ASSIGNED TASK:
Which lines have the string "family"? Copy all of them from the entries below.

PROVIDED INFORMATION:
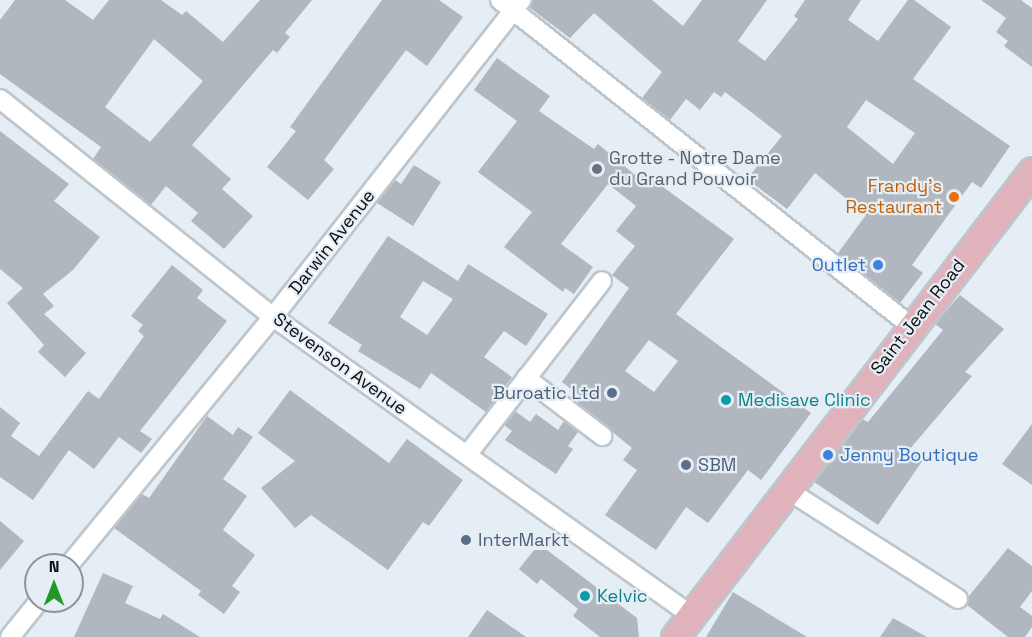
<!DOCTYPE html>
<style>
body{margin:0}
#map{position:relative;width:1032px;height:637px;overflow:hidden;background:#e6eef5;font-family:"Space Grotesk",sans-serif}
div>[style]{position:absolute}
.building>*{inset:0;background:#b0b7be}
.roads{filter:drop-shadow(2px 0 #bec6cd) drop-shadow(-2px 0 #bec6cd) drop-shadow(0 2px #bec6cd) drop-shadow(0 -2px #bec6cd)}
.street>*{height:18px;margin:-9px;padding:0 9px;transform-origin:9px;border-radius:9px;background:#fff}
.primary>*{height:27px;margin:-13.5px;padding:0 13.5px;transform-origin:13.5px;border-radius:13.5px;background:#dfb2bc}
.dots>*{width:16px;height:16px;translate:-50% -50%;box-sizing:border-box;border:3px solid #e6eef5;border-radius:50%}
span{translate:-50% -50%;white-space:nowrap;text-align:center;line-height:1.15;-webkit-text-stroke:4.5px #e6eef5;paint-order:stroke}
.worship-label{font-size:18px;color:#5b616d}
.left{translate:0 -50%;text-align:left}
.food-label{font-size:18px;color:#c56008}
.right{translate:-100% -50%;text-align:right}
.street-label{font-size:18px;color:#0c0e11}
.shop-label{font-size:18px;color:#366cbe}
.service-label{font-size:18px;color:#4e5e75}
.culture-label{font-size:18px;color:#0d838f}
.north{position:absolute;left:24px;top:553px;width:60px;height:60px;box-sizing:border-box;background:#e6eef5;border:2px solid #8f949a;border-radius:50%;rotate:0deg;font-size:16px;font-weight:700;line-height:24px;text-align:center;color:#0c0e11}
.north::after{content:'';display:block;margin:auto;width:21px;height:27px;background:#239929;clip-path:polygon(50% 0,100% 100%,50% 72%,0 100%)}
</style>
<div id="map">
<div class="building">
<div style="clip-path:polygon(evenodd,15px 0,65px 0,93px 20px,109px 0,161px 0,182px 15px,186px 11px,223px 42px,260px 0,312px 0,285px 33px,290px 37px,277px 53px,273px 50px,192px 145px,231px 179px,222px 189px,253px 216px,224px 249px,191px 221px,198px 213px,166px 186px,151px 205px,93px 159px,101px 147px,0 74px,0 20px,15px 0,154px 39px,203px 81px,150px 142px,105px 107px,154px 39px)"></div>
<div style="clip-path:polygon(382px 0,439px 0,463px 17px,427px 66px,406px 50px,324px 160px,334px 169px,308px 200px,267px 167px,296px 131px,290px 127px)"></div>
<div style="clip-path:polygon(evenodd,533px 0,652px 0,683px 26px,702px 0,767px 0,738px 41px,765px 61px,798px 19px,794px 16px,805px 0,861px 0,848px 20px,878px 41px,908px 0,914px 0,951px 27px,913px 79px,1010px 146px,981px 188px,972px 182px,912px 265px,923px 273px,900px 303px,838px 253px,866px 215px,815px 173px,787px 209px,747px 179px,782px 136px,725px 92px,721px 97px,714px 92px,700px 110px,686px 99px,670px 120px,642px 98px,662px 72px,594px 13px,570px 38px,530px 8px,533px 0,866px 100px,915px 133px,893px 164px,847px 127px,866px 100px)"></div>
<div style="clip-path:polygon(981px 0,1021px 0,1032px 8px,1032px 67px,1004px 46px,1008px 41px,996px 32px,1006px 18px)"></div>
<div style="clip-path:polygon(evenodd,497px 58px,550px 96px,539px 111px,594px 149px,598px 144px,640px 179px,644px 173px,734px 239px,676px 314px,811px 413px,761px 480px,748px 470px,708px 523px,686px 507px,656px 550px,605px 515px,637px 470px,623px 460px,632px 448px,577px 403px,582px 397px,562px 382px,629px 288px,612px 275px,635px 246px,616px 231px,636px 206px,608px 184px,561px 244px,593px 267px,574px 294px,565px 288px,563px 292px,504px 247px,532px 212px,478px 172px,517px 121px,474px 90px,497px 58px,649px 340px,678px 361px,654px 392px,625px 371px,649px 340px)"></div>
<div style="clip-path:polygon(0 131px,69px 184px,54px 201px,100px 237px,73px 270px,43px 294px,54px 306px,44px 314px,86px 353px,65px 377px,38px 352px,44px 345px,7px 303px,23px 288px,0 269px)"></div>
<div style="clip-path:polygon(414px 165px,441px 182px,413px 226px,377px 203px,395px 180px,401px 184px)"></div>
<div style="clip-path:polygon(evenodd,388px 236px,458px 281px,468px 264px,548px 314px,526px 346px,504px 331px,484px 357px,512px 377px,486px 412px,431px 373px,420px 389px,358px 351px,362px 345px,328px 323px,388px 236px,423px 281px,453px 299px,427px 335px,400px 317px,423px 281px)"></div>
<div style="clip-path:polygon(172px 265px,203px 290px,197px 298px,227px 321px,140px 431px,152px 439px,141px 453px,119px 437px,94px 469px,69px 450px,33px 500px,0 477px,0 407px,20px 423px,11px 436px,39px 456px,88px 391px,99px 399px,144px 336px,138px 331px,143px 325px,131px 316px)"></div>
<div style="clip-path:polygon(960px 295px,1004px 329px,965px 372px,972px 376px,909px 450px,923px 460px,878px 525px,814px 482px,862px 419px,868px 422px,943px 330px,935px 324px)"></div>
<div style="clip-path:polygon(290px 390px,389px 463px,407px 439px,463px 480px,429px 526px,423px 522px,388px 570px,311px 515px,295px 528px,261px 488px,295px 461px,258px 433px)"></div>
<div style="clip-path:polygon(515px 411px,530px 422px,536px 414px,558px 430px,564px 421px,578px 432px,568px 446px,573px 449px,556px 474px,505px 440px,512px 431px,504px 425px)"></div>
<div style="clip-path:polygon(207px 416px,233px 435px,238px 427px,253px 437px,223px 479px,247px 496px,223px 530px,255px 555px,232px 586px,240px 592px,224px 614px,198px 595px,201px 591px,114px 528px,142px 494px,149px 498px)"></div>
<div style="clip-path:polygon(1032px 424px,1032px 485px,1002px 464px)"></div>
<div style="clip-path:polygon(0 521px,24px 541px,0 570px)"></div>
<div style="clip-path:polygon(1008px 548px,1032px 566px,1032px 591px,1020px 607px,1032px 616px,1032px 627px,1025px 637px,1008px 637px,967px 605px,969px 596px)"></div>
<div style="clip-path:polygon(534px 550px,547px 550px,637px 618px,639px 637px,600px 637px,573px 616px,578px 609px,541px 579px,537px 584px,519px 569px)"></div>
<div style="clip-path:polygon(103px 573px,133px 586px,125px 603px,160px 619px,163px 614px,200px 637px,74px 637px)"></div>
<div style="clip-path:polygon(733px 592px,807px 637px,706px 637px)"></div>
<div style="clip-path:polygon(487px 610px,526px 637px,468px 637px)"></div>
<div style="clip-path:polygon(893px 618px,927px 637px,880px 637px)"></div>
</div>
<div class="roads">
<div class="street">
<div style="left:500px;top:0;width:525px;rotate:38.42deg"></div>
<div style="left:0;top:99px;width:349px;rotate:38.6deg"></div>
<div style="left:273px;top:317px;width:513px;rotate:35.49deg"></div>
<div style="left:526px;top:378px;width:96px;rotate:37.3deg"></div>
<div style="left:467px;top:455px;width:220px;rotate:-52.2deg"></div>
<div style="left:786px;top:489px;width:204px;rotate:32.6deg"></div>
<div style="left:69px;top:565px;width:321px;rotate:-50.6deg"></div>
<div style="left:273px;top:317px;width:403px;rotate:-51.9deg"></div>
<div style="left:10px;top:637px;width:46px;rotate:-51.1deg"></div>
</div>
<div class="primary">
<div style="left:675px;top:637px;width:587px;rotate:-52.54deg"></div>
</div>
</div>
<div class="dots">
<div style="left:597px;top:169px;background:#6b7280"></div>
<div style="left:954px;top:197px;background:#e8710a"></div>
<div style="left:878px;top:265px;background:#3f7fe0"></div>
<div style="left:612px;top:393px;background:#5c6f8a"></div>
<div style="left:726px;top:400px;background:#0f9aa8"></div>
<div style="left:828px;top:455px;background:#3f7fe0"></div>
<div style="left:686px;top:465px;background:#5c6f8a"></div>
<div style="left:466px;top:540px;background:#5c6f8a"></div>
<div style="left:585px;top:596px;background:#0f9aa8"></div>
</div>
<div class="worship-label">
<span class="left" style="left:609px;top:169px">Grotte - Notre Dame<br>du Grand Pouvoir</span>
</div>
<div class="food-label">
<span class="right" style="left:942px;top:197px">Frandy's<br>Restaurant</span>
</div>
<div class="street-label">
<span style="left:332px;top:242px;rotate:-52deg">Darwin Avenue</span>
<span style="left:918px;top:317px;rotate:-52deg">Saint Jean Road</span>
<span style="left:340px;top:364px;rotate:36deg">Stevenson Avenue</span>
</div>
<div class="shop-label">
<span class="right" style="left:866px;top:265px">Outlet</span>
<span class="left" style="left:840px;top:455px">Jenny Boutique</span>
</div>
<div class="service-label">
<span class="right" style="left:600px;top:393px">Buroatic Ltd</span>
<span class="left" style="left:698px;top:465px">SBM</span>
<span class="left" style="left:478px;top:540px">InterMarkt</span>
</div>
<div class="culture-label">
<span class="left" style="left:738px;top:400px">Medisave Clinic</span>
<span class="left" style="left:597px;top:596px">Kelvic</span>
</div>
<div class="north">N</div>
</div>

==

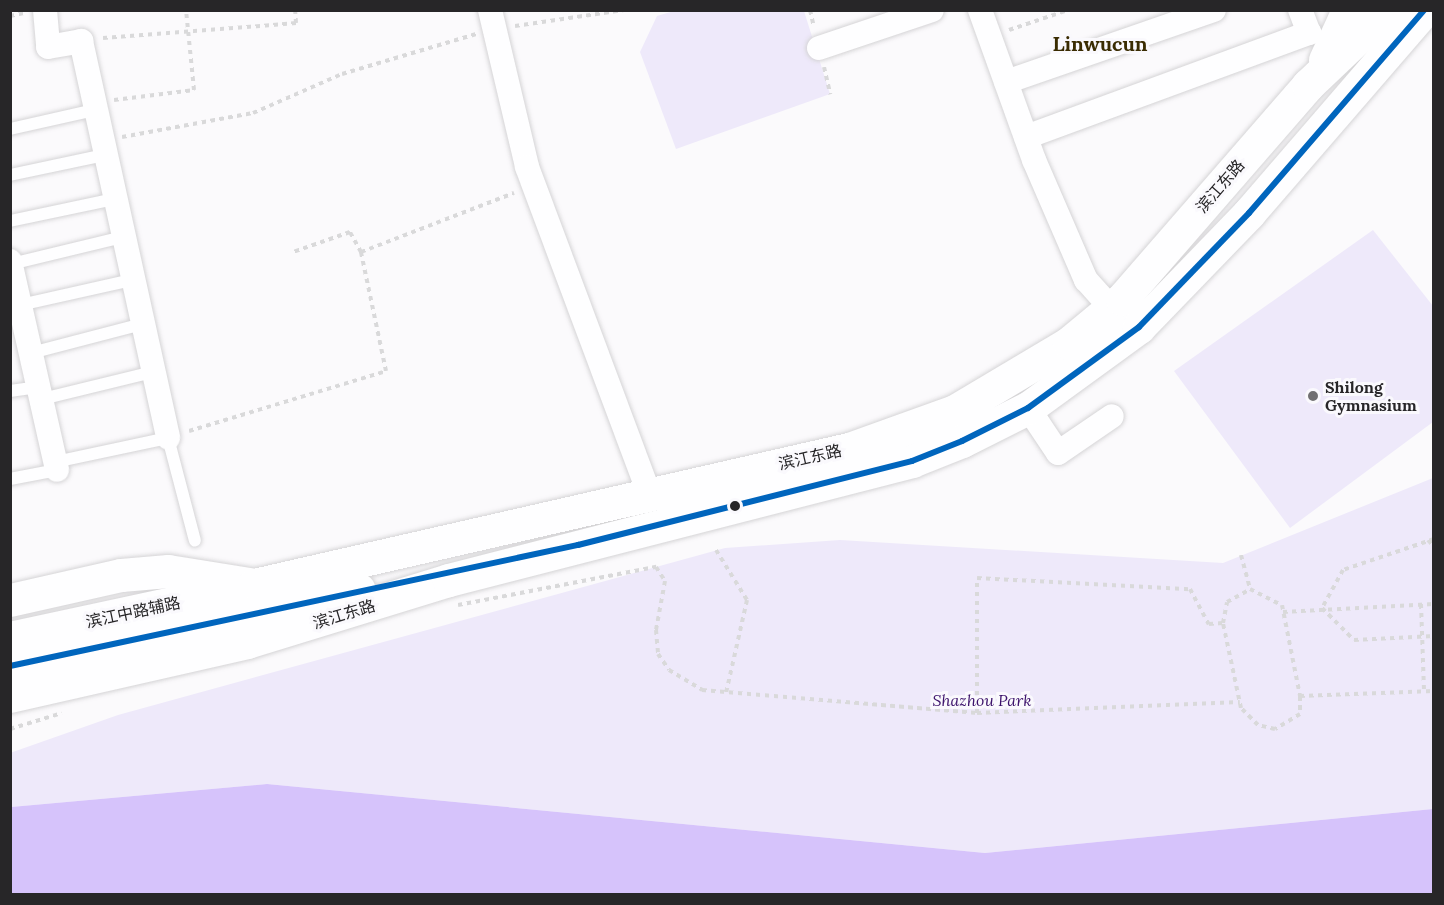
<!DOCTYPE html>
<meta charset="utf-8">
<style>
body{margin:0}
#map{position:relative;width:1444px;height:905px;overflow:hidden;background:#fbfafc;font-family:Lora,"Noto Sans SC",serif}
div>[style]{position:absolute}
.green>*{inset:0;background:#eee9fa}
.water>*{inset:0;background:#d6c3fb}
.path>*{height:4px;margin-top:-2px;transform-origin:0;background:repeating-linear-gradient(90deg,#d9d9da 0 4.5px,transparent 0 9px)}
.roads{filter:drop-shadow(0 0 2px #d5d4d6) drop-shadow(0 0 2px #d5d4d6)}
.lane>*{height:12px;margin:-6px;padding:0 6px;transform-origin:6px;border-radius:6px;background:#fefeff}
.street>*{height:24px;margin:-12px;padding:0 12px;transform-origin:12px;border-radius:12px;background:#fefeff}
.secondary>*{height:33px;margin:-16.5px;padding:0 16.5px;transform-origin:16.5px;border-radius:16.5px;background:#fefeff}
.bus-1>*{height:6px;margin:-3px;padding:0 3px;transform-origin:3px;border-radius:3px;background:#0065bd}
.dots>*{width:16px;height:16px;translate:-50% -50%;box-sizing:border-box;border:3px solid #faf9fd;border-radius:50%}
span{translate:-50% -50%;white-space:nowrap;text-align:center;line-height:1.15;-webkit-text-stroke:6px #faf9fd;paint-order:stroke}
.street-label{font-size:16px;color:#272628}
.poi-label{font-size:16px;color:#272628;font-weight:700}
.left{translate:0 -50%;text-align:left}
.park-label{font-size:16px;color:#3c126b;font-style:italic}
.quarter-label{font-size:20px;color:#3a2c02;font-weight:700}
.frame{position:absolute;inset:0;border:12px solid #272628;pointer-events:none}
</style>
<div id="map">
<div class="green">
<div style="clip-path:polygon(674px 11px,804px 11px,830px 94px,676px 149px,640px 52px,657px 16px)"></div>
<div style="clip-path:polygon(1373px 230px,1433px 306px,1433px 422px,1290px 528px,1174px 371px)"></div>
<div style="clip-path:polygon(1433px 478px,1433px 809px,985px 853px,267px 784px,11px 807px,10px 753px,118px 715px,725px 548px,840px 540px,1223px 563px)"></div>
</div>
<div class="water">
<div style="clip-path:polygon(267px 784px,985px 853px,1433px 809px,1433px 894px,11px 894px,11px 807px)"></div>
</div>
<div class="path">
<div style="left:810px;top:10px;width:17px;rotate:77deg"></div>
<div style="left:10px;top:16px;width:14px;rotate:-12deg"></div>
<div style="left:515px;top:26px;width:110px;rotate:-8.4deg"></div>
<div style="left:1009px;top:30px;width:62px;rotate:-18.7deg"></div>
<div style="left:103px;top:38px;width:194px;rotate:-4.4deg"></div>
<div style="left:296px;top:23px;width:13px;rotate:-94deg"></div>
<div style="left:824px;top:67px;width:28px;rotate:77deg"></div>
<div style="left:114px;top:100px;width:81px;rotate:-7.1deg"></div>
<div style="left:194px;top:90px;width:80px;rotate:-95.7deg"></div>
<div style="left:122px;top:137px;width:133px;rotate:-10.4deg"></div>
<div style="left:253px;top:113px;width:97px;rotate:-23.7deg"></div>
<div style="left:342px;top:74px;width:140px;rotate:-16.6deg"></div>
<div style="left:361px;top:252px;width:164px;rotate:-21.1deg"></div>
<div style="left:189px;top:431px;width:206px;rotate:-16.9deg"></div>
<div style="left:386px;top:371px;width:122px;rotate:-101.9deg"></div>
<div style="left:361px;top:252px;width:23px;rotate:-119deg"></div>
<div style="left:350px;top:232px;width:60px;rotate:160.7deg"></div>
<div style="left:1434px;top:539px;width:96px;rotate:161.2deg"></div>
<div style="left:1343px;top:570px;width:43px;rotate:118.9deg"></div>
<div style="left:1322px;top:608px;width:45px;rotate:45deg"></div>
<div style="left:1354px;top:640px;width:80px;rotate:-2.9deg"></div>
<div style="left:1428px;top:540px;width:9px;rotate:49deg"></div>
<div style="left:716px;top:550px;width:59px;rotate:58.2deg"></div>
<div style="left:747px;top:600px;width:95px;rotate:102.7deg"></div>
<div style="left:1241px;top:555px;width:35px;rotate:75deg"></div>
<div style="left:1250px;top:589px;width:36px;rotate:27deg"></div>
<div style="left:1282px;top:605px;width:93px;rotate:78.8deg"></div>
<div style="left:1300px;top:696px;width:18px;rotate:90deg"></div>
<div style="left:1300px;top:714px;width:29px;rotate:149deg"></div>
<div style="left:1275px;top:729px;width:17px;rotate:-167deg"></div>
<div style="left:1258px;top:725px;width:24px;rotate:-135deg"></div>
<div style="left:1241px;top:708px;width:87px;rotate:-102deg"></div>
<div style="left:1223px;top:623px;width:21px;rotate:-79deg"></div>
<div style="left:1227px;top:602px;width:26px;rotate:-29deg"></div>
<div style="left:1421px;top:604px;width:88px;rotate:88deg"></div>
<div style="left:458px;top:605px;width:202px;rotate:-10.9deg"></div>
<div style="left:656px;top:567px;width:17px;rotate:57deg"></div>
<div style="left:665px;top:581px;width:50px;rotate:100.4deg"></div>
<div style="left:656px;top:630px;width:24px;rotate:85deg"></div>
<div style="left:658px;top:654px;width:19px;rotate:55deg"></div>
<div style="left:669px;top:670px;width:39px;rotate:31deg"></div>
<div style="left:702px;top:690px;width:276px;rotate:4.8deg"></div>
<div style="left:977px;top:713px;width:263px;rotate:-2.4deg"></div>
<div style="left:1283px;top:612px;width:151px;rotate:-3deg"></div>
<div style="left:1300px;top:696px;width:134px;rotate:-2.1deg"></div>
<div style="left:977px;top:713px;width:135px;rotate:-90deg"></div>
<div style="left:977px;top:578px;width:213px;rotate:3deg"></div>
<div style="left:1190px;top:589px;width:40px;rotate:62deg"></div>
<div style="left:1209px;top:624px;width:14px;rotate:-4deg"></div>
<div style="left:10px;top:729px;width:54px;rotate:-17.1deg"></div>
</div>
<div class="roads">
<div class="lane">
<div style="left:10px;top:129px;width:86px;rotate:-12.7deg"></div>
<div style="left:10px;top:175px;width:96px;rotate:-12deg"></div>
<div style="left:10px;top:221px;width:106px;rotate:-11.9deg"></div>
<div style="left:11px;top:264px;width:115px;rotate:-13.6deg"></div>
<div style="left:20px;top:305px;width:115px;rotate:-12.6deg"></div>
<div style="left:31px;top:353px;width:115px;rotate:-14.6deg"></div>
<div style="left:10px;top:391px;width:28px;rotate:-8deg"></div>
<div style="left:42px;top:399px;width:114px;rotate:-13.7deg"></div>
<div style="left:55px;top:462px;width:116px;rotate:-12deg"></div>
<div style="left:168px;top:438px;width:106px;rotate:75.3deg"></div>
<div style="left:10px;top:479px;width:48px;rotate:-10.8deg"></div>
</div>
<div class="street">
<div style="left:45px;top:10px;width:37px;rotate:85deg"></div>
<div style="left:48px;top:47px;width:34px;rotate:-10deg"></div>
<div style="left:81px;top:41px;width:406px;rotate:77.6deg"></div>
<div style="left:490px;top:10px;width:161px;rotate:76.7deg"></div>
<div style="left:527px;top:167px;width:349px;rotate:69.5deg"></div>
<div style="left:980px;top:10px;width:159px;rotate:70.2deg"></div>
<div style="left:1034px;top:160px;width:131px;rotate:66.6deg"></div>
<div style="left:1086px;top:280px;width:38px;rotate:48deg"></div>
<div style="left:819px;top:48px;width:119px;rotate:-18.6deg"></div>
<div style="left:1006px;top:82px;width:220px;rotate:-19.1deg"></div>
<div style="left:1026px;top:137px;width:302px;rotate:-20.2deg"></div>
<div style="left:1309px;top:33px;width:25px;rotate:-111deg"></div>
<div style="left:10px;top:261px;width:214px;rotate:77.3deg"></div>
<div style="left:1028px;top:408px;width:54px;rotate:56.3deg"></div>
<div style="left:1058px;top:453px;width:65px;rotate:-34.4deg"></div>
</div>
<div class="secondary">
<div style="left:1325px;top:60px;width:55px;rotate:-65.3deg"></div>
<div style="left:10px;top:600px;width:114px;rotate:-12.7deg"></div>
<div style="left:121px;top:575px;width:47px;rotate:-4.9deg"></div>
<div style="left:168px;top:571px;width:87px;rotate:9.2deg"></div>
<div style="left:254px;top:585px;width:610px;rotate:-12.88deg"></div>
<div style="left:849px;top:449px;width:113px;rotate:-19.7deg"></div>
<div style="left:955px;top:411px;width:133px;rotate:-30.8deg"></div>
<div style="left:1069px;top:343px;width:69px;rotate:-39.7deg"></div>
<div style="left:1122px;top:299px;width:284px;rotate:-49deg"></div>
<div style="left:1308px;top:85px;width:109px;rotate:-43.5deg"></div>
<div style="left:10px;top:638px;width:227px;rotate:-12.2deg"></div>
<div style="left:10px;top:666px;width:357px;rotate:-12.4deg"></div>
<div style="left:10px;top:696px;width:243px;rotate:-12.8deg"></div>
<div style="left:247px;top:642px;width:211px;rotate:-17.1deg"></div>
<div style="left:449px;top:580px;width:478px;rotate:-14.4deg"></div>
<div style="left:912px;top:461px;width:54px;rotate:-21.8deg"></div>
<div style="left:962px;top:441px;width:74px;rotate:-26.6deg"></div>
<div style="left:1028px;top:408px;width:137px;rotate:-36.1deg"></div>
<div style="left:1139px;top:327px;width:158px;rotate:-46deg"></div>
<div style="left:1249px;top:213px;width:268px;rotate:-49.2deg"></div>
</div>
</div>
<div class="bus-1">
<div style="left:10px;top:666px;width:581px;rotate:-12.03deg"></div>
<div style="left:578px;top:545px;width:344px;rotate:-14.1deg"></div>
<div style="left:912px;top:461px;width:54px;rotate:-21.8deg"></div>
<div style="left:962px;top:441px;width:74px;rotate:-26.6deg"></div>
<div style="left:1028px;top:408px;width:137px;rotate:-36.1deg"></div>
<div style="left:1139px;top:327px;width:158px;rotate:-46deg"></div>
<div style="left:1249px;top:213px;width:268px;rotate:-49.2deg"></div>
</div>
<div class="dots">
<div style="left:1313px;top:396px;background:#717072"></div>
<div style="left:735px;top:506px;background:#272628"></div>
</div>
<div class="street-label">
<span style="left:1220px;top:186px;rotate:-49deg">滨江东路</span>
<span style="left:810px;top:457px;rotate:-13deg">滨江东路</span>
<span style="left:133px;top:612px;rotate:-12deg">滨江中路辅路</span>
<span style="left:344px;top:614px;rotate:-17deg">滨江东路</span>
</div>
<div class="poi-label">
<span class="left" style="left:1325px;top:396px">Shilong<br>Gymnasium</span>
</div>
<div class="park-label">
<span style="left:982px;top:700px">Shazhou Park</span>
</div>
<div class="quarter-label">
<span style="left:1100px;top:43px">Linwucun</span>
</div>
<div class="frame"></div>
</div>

PROBLEM SOLUTION:
#map{position:relative;width:1032px;height:637px;overflow:hidden;background:#e6eef5;font-family:"Space Grotesk",sans-serif}
#map{position:relative;width:1444px;height:905px;overflow:hidden;background:#fbfafc;font-family:Lora,"Noto Sans SC",serif}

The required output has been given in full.